Where we come from determines much of who we are. We grow up in communities with values we adopt and aesthetics we emulate, groups we attempt to fit in with and others we try to distinguish ourselves from. For many people, hometowns provide templates for what we want to be and what we don’t. We bring this to college in our actual personalities but also in our wardrobes, in the clothes we choose to present ourselves to other people, the physical representations of what we want them to think of us and how we want to feel. 

In preparing to write this article, I interviewed three first-years from three different places. The first is Max. Max is from Atlanta, Georgia, America’s fastest growing city and home to all of  the country’s best rappers (“take my word on this one,” he tells me). Max describes his neighborhood of Little Five Points as what used to be the “hippy” center of Atlanta, a place filled with vintage shops and aspiring artists. He can remember thinking about fashion as early as fifth grade, when H&M was his holy grail and he was just getting into what he describes as “classic menswear.” When middle school hit, Max moved more towards streetwear brands like Supreme and Off-White. This influence came partially from Instagram, but also from opportunities like a Virgil Abloh exhibit that came to his hometown and the daily necessity of walking through the city. At least in the suburb I grew up in, “Streetwear Style” existed primarily online, in Instagram feeds and TikTok videos. In real life, it was present only in a diluted sense, people copying other people who were copying the originals, slightly off kilter reproductions of the online ideal. In Atlanta, though, Max experienced this style as an everyday physical reality. He inhabited the same streets as some of the very people that inspired the culture, not just the ones copying it. 

As he got older, Max began to develop a sense of style that was more unique to him. He swore off skinny jeans and fast fashion and learned to recycle his wardrobe at second hand stores in his neighborhood. In central Atlanta, this meant finding brands like Supreme and Rick Owens at prices that were affordable for a kid in high school. As Hypebeast culture fell out of fashion, Max discovered new inspiration in what was becoming available in thrift stores. He describes his style now with a combination of influences: high fashion, Japanese Americana, Western, all of which owe at least some credit to online trends— but also to growing up in a place where other people are always living on the cusp of what’s next in culture and clothes. 
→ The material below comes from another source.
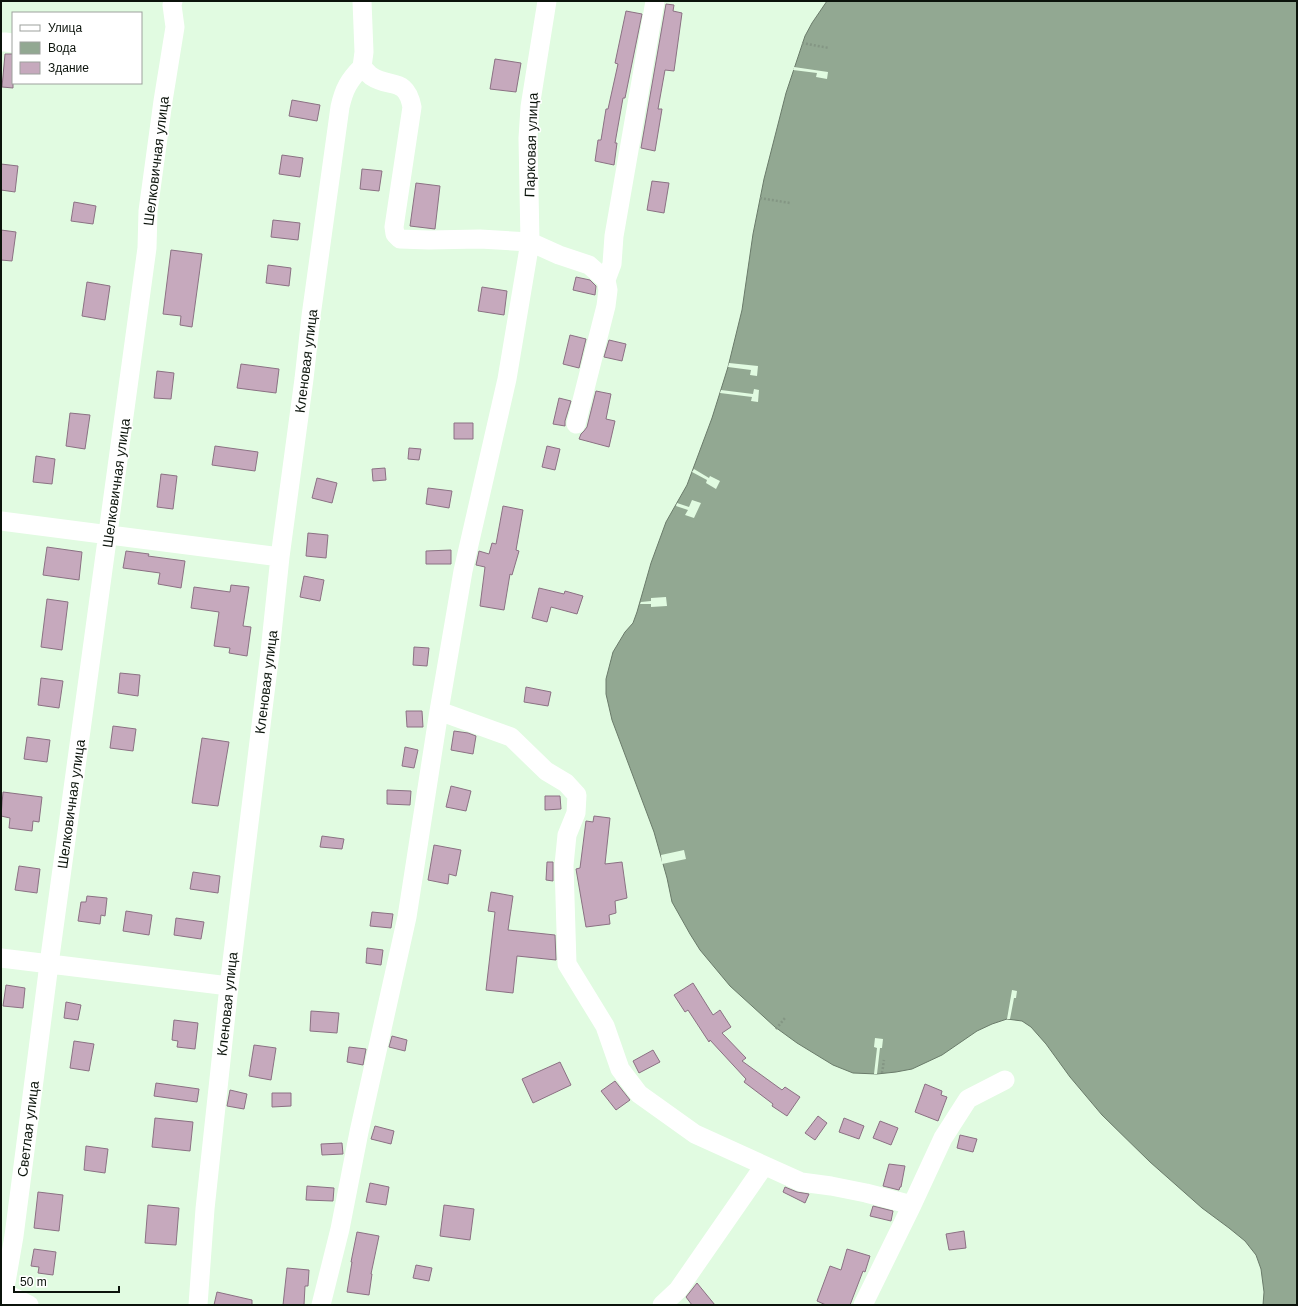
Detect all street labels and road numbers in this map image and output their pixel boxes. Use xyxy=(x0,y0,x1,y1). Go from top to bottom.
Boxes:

Next I spoke with Devin. Devin grew up in between two places, spending his school years in Virginia and summers in Bali. Early on, Devin found inspiration in his family in Indonesia. There, they are immersed in Indonesian counterculture, everything from art and music to graffiti and skateboarding. Devin told me about a Green Day-themed birthday party he had in late elementary school and his experience getting into skate culture, both testaments to his family’s influence. He credits skateboarding with not only his own style but with a lot of the clothes he sees on his peers: baggy pants, Vans, shoelace belts, Supreme. The aesthetics he found at home in Virginia never really matched his own, and he found himself leaning further into skateboarding to differentiate himself from the southern preppy style he saw at school. Devin is quick to tell me how skateboarding takes a toll on your wardrobe; he found himself “bumming shoes off [his] friends” and getting into thrifting in order to replace what was rapidly being destroyed by the sport. 

In Bali, Devin began to appreciate clothes with meaning, trading Stussy t-shirts with his cousin in exchange for screen printed shirts made by artist friends. He adopted a “DIY mentality” surrounding his wardrobe, piecing it together from friends, cousins, uncles, and thrift stores. His family and skateboarding community taught him to care about clothes as a way to express “insiderness,” to identify with a group of likeminded people. He learned which brands were special to skaters and how to present himself in a way that would impress them and the people around him outside of that community. At home in Virginia and in Bali, he developed a style simultaneously unique to him and characteristic of each of his homes. 

Tasha was the last person I spoke with. She grew up between two areas of Brooklyn: one a family neighborhood currently in the process of being gentrified and the other a formal industrial zone known for hipsters and small art galleries and its very dirty canal. Much of Tasha’s style comes directly from growing up in her Brooklyn neighborhood. She describes thrifting at Brooklyn’s L Train Vintage as a “coming of age” experience, telling me that Brooklyn resident Chloe Sevigny is her style icon, and cites Adidas Sambas (“the Brooklyn version of Air Force 1s”) as a staple in her wardrobe. She can remember getting into fashion when her older brother reached high school, borrowing his stuff and taking inspiration from his friends. She cites a tendency to find things that might be ugly in any other context and make them cool— to turn towards eclectic tank tops, secondhand jeans, and Sambas as a go-to outfit. She describes her friend’s closets as a “shared space,” a place where they’ve developed a collective sense of style, one which represents each of them and all of them at once. 

Mainstream fashion at Middlebury can be a bit of a culture shock. I hear this a lot from other first-years, and when I asked my interviewees about it they had a lot to say. Max told me that most of the people he sees in Atlanta have ditched khakis for baggy jeans, Devin described a hatred of Patagonia and the elitist attitudes it seems to represent, and Tasha made it clear that it’s pretty rare to spot leggings in Brooklyn.  And while they are far from stocking their closets exclusively with hiking gear, this culture has already begun to impact the way that they choose to present themselves. Devin says he finds himself embracing skate style in order to identify with that community on campus, while Tasha recently purchased her first pair of Gore-Tex boots (second hand, of course). 

For many, our hometowns teach us how to choose our clothes and ourselves. We first learn who and what we like at home. At Middlebury and in Vermont we might become different, adjust to a different lifestyle or maybe a different identity, but we won’t forget the places that gave us our values (aesthetic and otherwise), the places that taught us how to fit in and stand out and feel like ourselves. Rather, we move away and we adapt (to colder weather, in this case). We bring ourselves and our clothes from home and we build something new.